Despite its widespread distribution the countries of the Pacific, including Australia, have remained free of the disease. Mainly, it was thought, because of the lack of a suitable insect vector for the transmission of the parasite from host to host. Contrary to what most Australians think Australian sandflies rarely, if ever, bite humans. Most bites are actually from species of midges, small robust insects with piercing and sucking mouthparts not known to be vectors of Leishmania. So it came as something of a shock to scientists when, in 2003, Leishmania was discovered in kangaroos in the Northern Territory of Australia. Even more surprising was the parasite appeared to be a new species not previously identified anywhere else in the world.

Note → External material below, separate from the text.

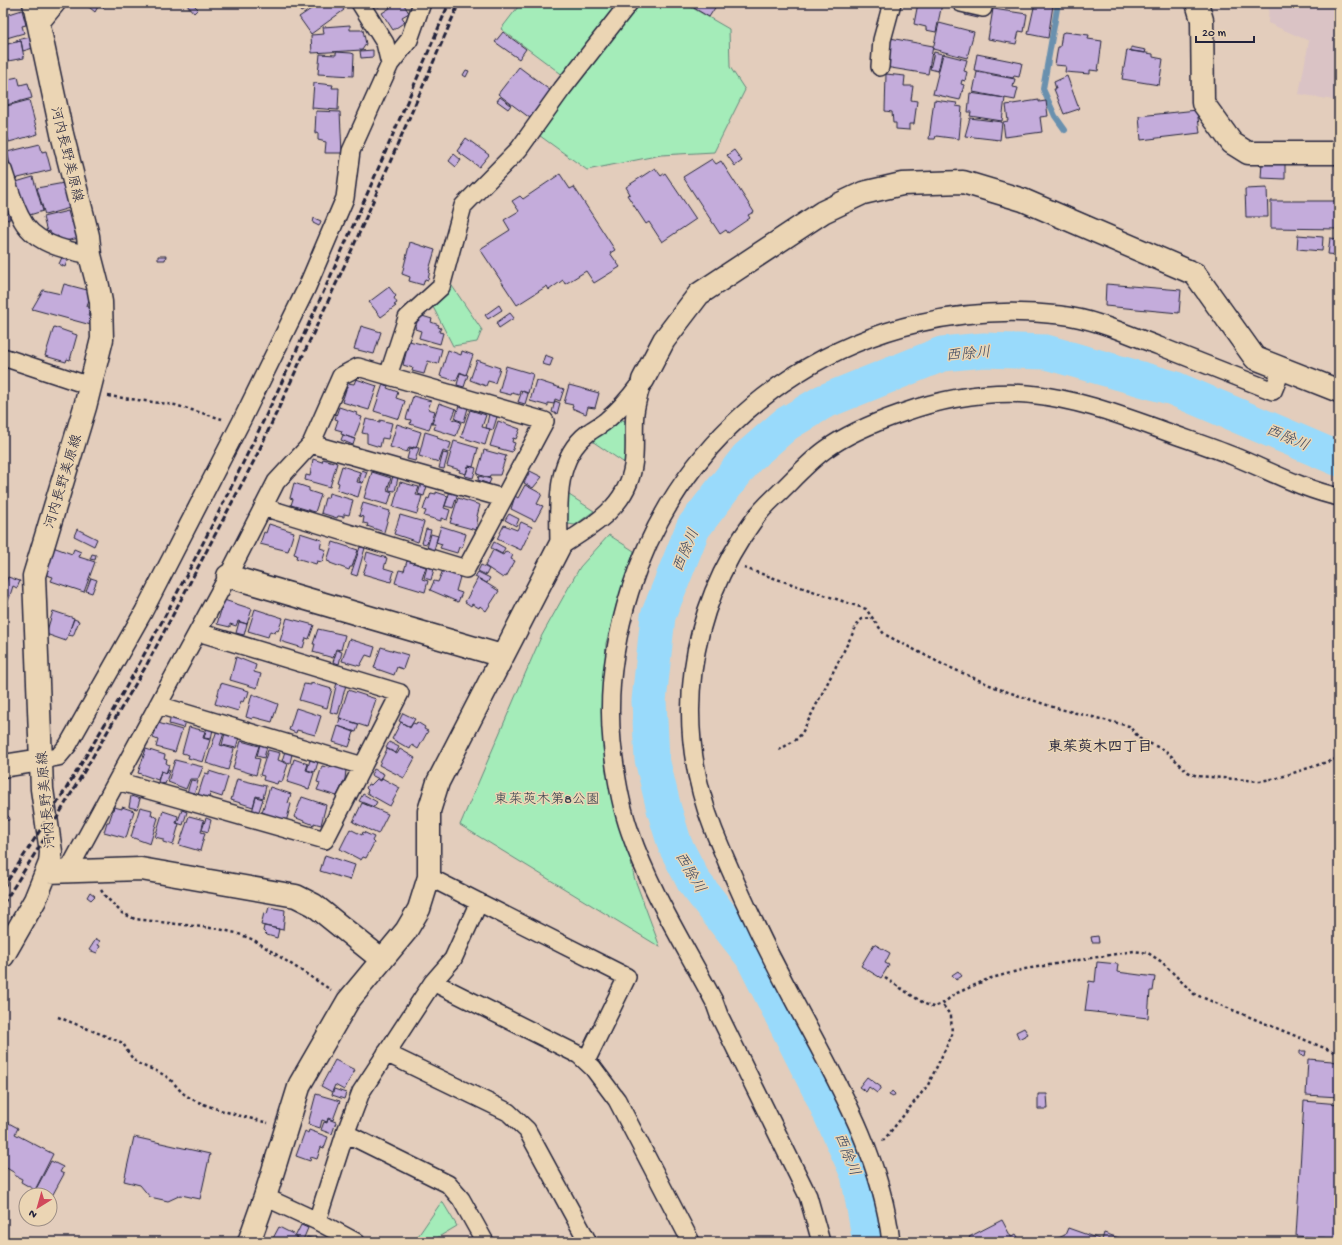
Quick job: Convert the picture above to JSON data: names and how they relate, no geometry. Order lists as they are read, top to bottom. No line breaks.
{"streets":{"street":["河内長野美原線"]},"districts":["東茱萸木四丁目"],"water":["西除川"],"parks":["東茱萸木第8公園"],"scale_bar":"20 m","north":"bottom left"}
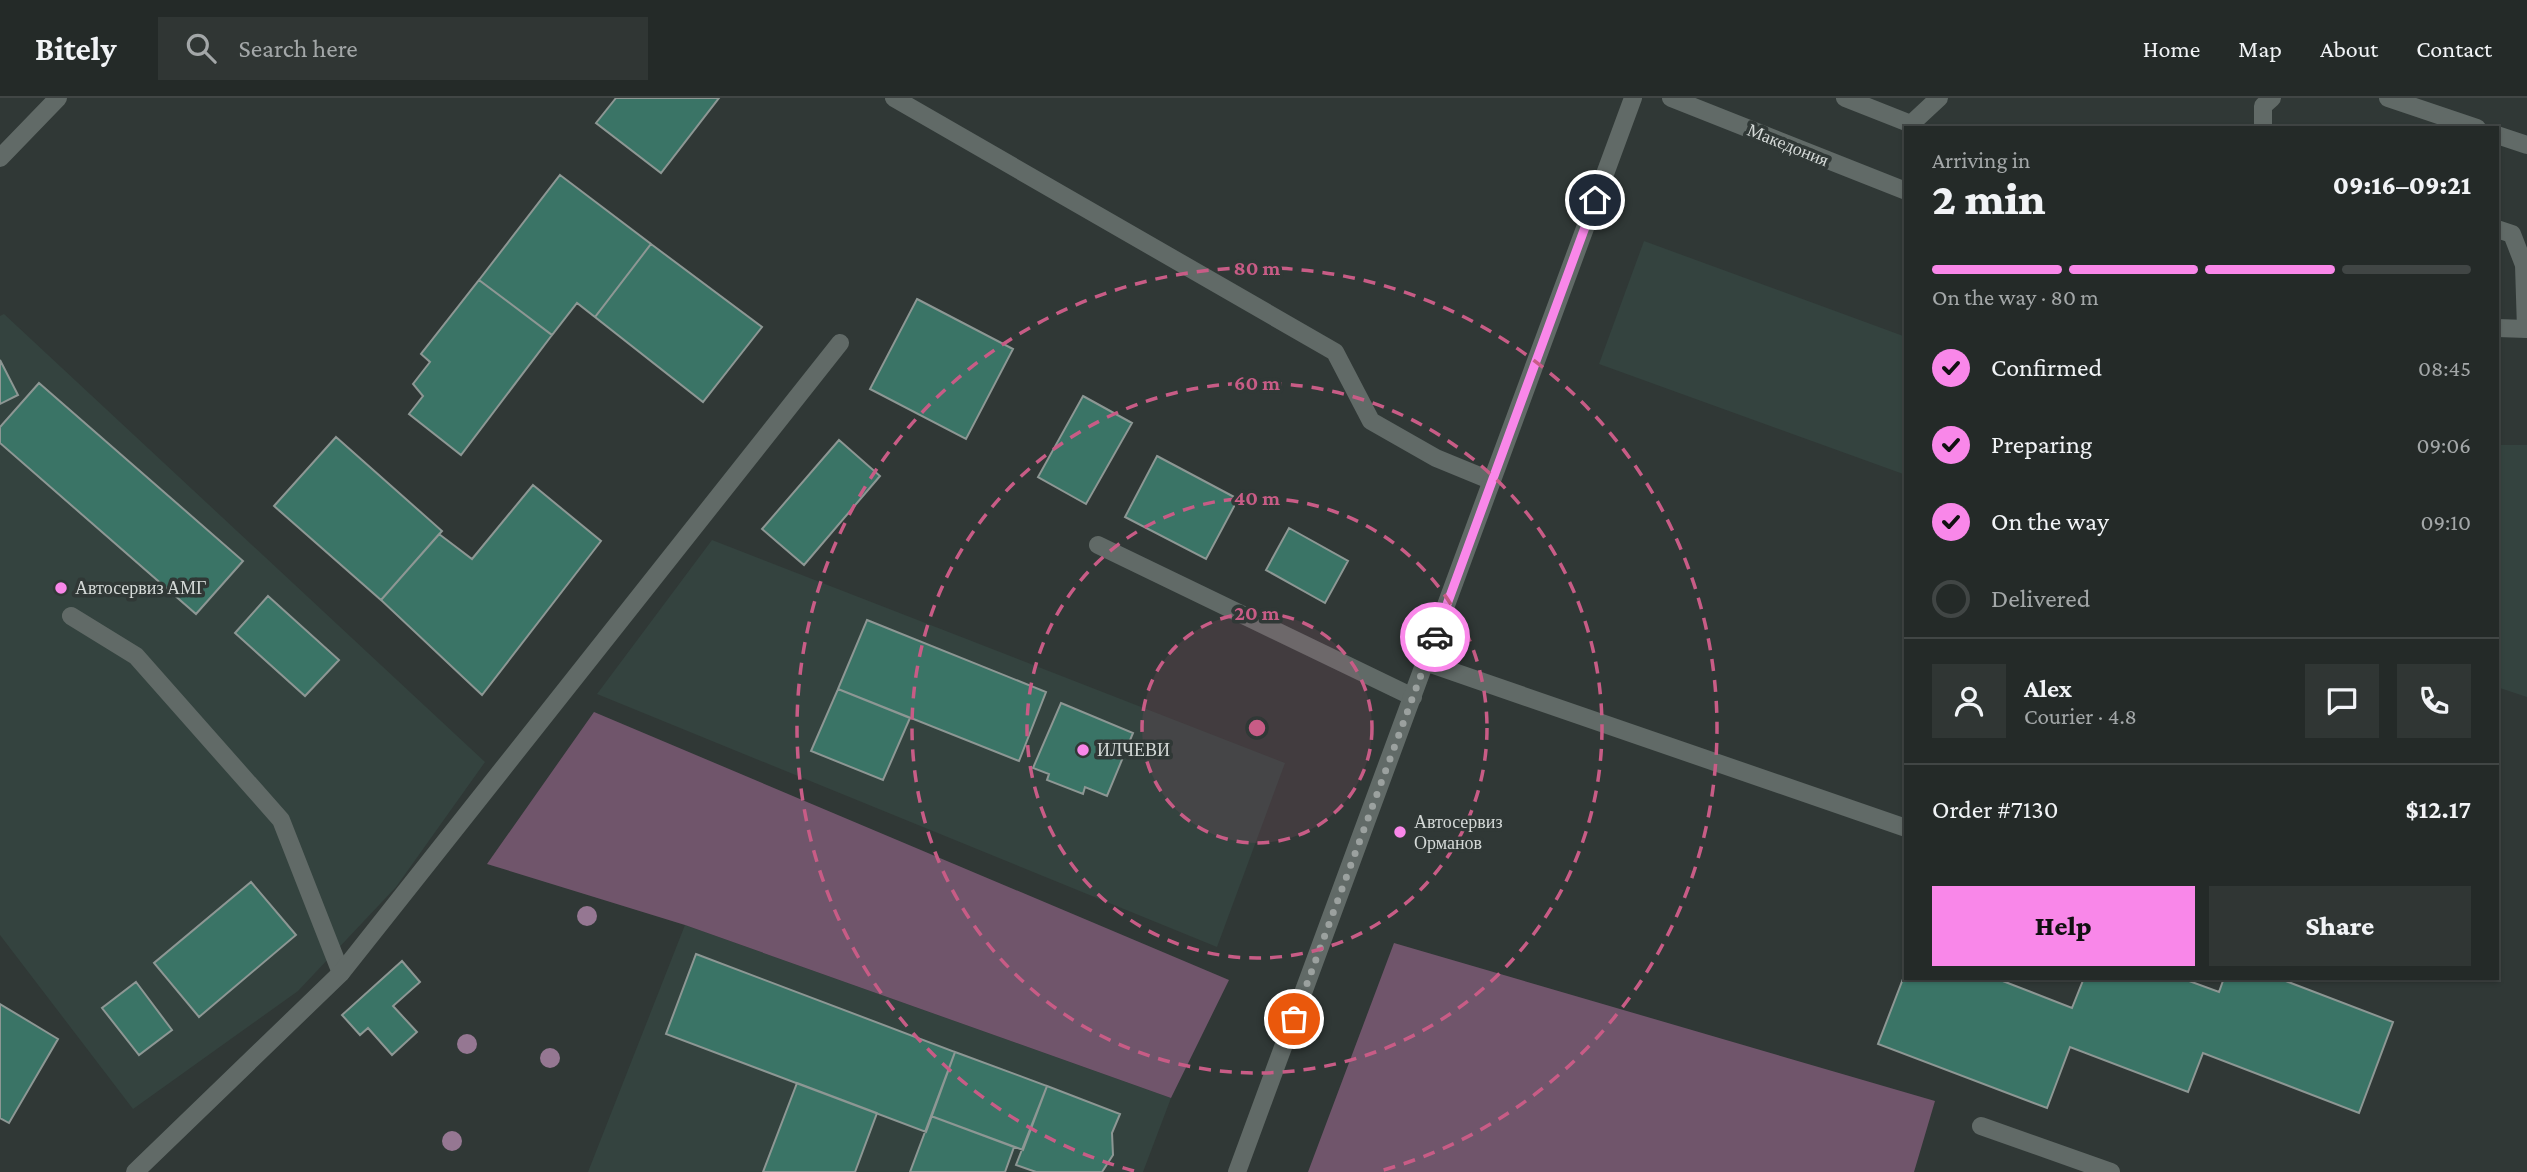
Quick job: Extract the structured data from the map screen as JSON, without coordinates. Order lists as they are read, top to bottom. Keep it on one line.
{"streets":{"street":["Македония"]},"places":["Автосервиз АМГ","ИЛЧЕВИ","Автосервиз Орманов"],"page":{"header":"Bitely","search":"Search here","nav":["Home","Map","About","Contact"],"heading":["2 min","Arriving in","09:16–09:21"],"panel":["Alex","Courier · 4.8","Order #7130","$12.17"],"bar":"On the way · 80 m","list":[["Confirmed","08:45"],["Preparing","09:06"],["On the way","09:10"],"Delivered"],"buttons":["Help","Share"]},"rings":["80 m","60 m","40 m","20 m"]}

Given the presence of the parasite what was the vector? This is the question Annette Dougall and her colleagues set out to answer. The team began their search for Leishmania in sandflies around the areas that infected kangaroos were found. Several species of sandfly do exist in Australia and as they are the only vector so far identified for Leishmania this seemed a reasonable starting place. To identify insects infected with Leishmania they utilised a technique familiar to viewers of CSI, the polymerase chain reaction or PCR. They purified DNA from the insects and amplified specific fragments of parasite DNA using the PCR. The amplified DNA was then taken off and sequenced. If the sequence of the amplified DNA was the same as the parasites this indicated that parasite DNA was mixed in with the insect DNA. The only way this could happen was if the insect was infected with Leishmania.
The sandflies are night feeders so to trap them the team went hunting at night with light traps, sticky traps and white sheets lit up by incandescent lights. A large number of insects were caught, sorted and the sandflies tested for Leishmania. In the end more than 3000 sandflies were collected and approximately 1800 were screened. Unfortunately, not a single sandfly was found to be positive for Leishmania. Another insect, a night feeding midge, was also abundant in the traps and these organisms were also tested and found to be free of Leishmania. Finally, members of the team noticed that during the day the tails of the kangaroos were heavily infested with a species of midge. These day-feeding insects were collected from the tails of the kangaroos and finally positive results were obtained. After screening, approximately 15% of these day-feeding midges were confirmed as positive for Leishmania. A result that was painstakingly confirmed by dissection and positive identification of the parasite in the gut of the insect.
The discovery of Leishmania in Australia and now the discovery of a novel vector by Annette Dougall and her colleagues both have enormous implications for Australia and for the control of Leishmaniasis worldwide. Is this species able to infect humans? Are there undiagnosed human cases of leishmaniasis in Australia? Can importedLeishmania get a foothold in Australia? Will bed netting stop a day-feeding vector? Can all species of Leishmania also use midges as a vector? And what implications does this have for control of leishmaniasis worldwide? Like all good research more questions have been raised by this work than have been solved. A quick google search shows that in recent years we have seen outbreaks of leishmaniasis in Texas (2007), Israel (2005) and the Sudan (2010) — to name just a few. Answers to the questions posed by this research are of vital importance because, as these outbreaks illustrate, leishmaniasis is as relevant to man as it was during the reign of King Ashurbanipal two thousand years ago.